In Python-land this is all pretty easy. For example, HTTP/2 is a protocol of the first kind ("variable-length data structures with length prefixes") at the framing layer, which is implemented in a Python packager called hyperframe. This uses a combination of the `struct` module and bytestring operations to achieve its results. A similar approach works for the second kind as well.

Basically, in Python this is almost always much easier because struct sizing and memory allocation isn't a concern like it is in a C-like language (though even there, dynamically sized structures and pointers are your friends).

But I agree, there is a lack of good discussion about "how do I actually do this?" I'd like to elaborate on that at some point for sure, because the reality is that it's remarkably simple.



> Basically, in Python this is almost always much easier because struct sizing and memory allocation isn't a concern like it is in a C-like language (though even there, dynamically sized structures and pointers are your friends).

I definitely don't want C anywhere near parsers for untrusted data, for so many reasons, this among them.

> But I agree, there is a lack of good discussion about "how do I actually do this?" I'd like to elaborate on that at some point for sure, because the reality is that it's remarkably simple.

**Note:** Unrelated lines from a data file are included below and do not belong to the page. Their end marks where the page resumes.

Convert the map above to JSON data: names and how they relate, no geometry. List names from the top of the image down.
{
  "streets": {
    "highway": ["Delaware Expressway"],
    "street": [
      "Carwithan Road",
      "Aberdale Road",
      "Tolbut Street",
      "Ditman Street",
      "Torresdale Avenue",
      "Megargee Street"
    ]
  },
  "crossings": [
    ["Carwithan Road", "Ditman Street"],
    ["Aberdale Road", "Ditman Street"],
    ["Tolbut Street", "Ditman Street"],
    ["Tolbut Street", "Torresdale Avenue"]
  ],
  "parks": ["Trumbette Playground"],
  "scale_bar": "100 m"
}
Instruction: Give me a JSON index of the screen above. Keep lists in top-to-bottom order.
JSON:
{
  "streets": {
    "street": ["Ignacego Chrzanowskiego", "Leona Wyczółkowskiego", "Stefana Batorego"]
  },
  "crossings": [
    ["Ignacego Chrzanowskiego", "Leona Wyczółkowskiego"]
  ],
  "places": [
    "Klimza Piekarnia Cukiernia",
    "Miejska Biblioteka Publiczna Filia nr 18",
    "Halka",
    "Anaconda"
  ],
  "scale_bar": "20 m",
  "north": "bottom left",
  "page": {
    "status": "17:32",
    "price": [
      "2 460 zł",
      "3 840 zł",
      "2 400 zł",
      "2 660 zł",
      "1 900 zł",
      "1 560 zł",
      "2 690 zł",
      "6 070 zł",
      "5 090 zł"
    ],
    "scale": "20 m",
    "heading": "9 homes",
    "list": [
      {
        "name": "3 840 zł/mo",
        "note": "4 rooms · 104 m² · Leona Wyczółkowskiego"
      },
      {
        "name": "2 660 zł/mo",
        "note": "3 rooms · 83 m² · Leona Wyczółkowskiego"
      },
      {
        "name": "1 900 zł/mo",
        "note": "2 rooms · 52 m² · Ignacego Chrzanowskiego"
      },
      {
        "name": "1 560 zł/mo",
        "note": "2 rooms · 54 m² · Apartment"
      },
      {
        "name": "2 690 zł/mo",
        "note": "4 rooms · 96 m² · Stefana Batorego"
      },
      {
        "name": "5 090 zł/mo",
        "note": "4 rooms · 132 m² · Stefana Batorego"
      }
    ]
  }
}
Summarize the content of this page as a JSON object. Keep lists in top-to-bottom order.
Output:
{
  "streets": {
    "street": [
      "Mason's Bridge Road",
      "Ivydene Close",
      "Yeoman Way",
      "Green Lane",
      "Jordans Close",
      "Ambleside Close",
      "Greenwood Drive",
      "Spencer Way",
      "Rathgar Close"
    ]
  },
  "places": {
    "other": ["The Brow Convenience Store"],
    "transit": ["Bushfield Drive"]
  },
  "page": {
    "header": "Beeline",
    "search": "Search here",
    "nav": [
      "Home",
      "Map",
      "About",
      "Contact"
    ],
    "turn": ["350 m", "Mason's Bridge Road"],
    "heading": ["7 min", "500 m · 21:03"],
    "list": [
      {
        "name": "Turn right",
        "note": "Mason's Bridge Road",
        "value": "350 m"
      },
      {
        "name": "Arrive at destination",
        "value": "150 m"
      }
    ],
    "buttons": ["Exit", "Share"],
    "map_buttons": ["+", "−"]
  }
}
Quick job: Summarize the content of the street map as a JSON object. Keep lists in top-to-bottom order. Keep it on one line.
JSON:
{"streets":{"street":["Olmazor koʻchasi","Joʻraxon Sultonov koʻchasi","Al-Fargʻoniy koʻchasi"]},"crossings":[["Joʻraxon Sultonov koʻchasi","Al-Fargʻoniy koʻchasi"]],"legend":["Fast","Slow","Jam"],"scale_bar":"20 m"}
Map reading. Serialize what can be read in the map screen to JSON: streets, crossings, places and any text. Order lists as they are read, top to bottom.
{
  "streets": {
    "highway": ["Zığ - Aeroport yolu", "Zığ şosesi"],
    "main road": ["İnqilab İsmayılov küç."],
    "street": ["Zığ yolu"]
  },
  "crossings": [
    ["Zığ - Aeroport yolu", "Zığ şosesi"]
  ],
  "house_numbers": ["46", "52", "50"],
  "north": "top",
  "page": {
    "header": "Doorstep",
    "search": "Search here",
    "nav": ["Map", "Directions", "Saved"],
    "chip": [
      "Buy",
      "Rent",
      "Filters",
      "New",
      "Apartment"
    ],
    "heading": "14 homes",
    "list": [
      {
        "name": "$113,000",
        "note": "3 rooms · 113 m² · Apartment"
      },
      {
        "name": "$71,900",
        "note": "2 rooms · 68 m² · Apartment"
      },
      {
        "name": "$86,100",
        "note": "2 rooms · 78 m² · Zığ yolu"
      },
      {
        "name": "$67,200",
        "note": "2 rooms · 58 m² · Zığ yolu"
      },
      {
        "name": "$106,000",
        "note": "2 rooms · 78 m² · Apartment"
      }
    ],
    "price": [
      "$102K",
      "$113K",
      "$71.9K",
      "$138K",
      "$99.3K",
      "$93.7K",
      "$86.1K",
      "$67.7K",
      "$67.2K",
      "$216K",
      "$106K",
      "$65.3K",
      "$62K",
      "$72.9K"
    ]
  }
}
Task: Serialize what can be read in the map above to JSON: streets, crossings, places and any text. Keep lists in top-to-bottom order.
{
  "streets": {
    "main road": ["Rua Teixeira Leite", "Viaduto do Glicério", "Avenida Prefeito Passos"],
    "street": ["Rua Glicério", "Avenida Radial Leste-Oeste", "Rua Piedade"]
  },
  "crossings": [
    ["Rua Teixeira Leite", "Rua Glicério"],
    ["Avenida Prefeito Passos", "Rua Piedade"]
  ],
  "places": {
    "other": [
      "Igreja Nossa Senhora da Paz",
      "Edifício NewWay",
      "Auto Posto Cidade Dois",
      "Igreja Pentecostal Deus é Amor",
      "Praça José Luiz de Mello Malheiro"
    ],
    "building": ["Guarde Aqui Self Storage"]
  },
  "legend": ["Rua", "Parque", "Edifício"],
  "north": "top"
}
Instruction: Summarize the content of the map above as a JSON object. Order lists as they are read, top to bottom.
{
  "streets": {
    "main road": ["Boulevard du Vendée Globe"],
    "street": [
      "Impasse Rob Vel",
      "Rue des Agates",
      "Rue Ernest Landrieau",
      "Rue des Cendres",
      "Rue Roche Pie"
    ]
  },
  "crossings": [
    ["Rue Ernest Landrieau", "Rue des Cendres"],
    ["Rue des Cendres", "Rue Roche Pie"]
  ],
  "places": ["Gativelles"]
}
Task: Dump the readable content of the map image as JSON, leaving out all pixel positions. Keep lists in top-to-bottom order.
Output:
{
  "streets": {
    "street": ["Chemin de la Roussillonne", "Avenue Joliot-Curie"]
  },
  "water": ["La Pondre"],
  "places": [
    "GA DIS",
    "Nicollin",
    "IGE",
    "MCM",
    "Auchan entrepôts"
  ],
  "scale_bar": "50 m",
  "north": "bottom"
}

Perhaps it would help to have some worked examples for some additional protocols?

Would you be interested in collaborating on a Python parser for some non-trivial data structures? I have a collection of such parsers as part of BITS (https://biosbits.org/) that really need reworking to decouple them from I/O, and I suspect the result would make a good article and/or conference talk.


I am the author of one such library for the problem of writing parsers (particularly for binary protocols). The declaration of the protocol structures are separate from anything involving I/O. Not trying to push it too hard but it is one approach: https://github.com/digidotcom/python-suitcase

There is also Construct which has a different syntax but is similar in many ways: http://construct.readthedocs.io/en/latest/index.html

Both suitcase/construct are definitely better suited for parsing binary protocols -- In my line of work, that limitation hasn't been a deal breaker. With suitcase, at least, I haven't done much work to optimize performance (mostly because if I cared, I wouldn't be using Python).


Both of those look great; thanks for the pointer to them!